Bahrain’s Dossier in Geneva’s next Meeting

In each session of the Human Rights Council’s (UNHRC) meetings, states as well as local and international political forces and human rights organizations, tend to rally in preparation for human rights and possibly political battles. Such was the situation for Bahrain, as well as others, in the twenty-seventh session meetings, which were held in September 2014.

Prior to the meeting, there was a sense of optimism that Bahrain is going on the right track. Indicators were reassuring in the sense that the government has made positive steps, including: the conclusion of an agreement of technical cooperation with the OHCHR; the government’s submission of a half term UPR (Universal Periodic Review) report and the establishment of institutions for the promotion and protection of human rights (such as the ‘Prisoners and Detainees Rights Commission’ and the ‘Ombudsman Office’ affiliated to the Ministry of the Interior). The role of the National Institution for Human Rights (NIHR) has been enhanced. A greater degree of openness has been shown towards the international human rights organizations which have visited Bahrain, such as Amnesty International and others, where the official position was characterized with cooperation and transparency.

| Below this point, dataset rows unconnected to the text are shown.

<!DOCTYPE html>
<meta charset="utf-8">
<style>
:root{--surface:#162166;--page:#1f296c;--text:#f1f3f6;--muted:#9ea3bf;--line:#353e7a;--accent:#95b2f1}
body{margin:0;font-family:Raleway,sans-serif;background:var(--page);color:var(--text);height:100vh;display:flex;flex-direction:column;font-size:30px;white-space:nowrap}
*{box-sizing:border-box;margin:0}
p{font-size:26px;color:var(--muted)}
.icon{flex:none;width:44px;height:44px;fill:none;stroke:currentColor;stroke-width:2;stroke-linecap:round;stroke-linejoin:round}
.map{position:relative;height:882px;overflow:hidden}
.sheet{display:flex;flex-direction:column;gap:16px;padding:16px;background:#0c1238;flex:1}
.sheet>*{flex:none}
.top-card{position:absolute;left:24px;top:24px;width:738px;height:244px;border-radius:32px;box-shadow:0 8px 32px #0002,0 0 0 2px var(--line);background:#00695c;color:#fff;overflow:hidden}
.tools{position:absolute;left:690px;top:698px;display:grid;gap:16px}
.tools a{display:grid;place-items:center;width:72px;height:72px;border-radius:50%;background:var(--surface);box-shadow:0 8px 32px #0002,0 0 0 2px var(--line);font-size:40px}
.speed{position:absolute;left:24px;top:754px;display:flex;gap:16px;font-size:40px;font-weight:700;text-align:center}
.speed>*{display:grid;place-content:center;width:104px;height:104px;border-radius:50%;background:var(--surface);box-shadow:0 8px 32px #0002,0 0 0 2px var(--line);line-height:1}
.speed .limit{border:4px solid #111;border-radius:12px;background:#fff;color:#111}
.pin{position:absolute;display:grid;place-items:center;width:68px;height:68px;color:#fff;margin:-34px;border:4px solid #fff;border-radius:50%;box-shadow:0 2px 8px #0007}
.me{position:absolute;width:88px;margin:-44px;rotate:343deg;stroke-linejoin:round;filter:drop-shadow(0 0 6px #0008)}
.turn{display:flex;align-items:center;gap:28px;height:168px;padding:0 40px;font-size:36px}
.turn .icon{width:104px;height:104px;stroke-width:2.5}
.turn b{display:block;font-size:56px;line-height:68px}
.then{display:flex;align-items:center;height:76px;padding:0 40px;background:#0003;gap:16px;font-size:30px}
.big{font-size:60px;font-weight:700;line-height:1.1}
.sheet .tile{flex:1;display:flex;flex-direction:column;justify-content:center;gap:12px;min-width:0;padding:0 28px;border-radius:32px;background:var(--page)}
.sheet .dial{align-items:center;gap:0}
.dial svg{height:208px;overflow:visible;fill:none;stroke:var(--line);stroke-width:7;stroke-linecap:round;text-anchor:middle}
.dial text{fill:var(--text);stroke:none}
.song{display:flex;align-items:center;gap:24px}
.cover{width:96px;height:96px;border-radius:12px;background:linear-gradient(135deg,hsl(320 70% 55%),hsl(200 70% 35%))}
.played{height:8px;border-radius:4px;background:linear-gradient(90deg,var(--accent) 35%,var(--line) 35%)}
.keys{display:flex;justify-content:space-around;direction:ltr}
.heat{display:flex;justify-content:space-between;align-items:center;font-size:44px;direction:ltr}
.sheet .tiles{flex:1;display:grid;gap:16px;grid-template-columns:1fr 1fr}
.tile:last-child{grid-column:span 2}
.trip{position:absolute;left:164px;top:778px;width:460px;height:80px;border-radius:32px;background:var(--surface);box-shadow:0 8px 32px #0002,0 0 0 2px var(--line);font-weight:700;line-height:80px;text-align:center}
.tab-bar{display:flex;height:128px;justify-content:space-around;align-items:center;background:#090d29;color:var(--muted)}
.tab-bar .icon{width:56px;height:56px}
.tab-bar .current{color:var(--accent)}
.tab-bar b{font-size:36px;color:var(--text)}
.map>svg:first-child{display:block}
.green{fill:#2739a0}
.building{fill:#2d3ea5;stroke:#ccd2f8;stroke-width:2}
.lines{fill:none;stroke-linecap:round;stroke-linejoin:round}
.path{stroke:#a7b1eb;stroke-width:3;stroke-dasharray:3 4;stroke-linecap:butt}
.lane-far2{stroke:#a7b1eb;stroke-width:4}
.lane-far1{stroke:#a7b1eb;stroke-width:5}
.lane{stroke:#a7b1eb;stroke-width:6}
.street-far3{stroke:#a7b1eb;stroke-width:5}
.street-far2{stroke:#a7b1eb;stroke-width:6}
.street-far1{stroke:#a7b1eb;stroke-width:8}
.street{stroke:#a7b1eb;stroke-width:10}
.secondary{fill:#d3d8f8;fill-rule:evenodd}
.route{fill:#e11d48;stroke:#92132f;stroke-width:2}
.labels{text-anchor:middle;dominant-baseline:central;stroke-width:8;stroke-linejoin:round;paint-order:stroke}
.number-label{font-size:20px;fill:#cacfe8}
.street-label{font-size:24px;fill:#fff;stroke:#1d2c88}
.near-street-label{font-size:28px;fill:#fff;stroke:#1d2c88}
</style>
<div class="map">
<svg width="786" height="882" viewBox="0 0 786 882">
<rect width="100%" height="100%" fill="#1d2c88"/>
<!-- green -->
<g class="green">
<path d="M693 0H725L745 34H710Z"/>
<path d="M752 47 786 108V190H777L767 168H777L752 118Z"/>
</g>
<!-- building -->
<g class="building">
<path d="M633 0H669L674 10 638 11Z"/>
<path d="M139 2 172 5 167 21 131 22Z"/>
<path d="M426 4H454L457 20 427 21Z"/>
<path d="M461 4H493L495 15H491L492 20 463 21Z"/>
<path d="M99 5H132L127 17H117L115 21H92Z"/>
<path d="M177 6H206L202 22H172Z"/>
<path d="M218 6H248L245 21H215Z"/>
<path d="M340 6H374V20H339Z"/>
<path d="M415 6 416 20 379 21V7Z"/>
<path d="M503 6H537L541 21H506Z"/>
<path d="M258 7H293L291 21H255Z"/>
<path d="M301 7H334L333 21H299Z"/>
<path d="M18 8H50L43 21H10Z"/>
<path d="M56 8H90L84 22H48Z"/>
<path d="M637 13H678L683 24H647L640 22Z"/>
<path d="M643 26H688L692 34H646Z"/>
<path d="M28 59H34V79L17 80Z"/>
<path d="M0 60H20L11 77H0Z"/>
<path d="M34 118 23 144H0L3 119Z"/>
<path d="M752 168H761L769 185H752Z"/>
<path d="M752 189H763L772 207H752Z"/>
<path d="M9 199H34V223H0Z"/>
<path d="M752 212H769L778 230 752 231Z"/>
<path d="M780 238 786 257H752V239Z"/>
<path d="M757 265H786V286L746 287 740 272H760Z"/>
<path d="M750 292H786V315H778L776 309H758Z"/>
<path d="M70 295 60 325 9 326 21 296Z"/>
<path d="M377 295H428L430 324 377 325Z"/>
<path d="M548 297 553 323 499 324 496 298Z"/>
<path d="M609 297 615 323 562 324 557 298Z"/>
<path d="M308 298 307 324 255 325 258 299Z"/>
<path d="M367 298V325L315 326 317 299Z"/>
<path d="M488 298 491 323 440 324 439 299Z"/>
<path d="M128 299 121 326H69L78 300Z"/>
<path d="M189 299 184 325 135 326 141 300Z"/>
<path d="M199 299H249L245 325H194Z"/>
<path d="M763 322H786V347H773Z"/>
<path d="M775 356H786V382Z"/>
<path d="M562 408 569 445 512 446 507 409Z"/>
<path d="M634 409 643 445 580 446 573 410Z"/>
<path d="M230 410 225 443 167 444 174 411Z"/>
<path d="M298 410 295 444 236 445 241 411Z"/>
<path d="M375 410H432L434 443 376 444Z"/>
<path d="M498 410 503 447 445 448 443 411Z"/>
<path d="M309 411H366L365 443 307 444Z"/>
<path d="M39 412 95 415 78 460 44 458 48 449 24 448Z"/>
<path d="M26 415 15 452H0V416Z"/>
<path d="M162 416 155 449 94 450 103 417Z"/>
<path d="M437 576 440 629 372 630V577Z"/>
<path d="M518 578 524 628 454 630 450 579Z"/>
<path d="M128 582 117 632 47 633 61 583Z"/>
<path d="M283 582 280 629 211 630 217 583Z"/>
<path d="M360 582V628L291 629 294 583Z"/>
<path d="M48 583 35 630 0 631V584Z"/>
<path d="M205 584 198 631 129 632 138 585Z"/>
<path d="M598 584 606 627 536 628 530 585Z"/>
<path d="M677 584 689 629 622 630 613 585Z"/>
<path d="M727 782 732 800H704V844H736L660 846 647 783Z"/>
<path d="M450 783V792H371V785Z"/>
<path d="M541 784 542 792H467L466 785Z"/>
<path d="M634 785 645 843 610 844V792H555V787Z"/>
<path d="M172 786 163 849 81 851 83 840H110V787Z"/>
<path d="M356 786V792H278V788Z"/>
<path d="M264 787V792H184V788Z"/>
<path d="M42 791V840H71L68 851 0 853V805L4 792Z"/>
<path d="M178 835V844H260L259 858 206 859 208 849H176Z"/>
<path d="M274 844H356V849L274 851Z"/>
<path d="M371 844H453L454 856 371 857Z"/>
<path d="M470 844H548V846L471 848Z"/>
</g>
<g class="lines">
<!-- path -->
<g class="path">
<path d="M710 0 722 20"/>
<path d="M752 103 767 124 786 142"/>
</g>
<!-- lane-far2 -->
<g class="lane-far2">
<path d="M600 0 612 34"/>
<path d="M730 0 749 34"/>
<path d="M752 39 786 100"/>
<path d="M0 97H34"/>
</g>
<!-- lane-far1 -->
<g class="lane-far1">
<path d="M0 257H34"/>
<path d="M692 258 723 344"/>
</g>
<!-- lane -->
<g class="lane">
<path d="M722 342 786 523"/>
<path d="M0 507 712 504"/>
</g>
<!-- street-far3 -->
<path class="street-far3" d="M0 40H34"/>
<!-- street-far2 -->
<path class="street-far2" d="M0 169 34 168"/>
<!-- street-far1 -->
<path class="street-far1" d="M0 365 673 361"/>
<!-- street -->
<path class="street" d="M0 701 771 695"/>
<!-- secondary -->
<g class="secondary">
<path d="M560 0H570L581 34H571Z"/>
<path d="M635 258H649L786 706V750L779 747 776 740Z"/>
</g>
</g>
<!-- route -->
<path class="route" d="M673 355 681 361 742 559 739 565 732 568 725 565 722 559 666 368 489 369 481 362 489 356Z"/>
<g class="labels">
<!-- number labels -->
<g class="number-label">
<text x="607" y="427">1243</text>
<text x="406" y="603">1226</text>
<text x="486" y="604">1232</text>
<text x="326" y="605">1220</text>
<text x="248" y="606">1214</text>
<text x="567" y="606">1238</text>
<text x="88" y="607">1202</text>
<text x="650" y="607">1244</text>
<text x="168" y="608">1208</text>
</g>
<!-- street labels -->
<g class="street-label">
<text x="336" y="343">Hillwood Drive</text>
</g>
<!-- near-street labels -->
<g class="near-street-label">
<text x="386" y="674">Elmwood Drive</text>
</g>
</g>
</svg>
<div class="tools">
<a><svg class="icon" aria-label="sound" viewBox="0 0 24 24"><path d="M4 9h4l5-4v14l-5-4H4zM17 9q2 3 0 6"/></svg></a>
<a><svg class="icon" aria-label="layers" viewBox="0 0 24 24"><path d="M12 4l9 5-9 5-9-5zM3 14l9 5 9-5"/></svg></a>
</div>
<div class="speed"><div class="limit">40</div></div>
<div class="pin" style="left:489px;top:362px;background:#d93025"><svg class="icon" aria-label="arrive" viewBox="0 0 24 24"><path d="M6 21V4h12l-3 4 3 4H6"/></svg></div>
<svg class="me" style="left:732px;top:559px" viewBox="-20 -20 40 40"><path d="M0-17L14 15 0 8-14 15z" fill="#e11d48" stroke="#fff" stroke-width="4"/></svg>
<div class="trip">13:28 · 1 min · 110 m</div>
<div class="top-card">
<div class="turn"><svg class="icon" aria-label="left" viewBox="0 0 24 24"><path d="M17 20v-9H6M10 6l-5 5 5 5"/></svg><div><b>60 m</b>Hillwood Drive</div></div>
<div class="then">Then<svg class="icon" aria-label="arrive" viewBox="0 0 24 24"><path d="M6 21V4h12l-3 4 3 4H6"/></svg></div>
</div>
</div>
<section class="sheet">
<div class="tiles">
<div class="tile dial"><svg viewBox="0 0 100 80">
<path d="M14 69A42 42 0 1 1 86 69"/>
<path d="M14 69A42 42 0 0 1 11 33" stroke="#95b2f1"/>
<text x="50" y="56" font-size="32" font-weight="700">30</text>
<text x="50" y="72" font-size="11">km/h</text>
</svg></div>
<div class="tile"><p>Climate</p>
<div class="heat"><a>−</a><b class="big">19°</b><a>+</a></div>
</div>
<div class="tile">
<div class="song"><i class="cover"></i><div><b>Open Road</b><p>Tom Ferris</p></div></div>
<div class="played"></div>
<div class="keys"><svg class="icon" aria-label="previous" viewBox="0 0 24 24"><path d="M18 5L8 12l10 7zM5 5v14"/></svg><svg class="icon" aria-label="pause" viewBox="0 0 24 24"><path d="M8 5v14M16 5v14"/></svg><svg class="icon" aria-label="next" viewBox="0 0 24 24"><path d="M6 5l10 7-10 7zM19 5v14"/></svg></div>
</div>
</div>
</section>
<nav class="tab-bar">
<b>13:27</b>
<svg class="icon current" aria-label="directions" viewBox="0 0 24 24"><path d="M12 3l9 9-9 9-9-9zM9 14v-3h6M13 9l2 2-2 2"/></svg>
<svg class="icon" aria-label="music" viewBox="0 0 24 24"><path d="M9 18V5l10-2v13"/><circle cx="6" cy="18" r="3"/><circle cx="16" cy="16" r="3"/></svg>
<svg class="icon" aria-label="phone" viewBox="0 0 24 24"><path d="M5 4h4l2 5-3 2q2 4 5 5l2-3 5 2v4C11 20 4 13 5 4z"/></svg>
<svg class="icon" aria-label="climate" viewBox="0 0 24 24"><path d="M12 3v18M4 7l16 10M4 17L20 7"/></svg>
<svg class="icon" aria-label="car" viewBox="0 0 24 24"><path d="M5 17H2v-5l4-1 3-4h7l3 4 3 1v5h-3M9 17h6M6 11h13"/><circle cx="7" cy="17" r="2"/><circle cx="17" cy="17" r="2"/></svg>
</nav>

Unfortunately, however, the occurrence of some practices, such as the detention of a female activist, has cast a dark shadow over the positive atmosphere. This was viewed as a human rights setback by the international community. It led to renewal of the campaign of critical statements from countries and organizations, including the UNHRC. But things did return to a state of relative calm, after the release of the female activist. This time, however, the Human Rights Council avoided issuing statements, contrary to what has occurred last June, at the twenty-sixth session, where 47 countries signed a joint statement raising concern over a number of human rights issues in Bahrain.

In spite of the absence of an adverse dramatic development against the government of Bahrain at the UNHRC’s meetings this time around, it does not mean that the issues of concern will not be raised again at the next session in March, 2015. The UNHRC‘s member states say that they want to give Bahrain a grace period to build on and develop the positive steps taken to address the causes of concern (i.e. the dossiers of: detentions , human rights advocates and freedom of expression).

These dossiers are, in most parts, linked to an unstable political and security reality. Therefore they are most likely to continue to prevail for some considerable time. We do hope that Bahrain will embark on a political solution that would eliminate the root cause of the problem, and culminate in a national political accord that would usher a new positive page in terms of the political and human rights affairs. Only then, will the concern over all the dossiers disappear and the build-up of international ?pressure cease, giving the future Geneva meetings a different , and hopefully bright and positive, perspective of Bahrain and its political forces.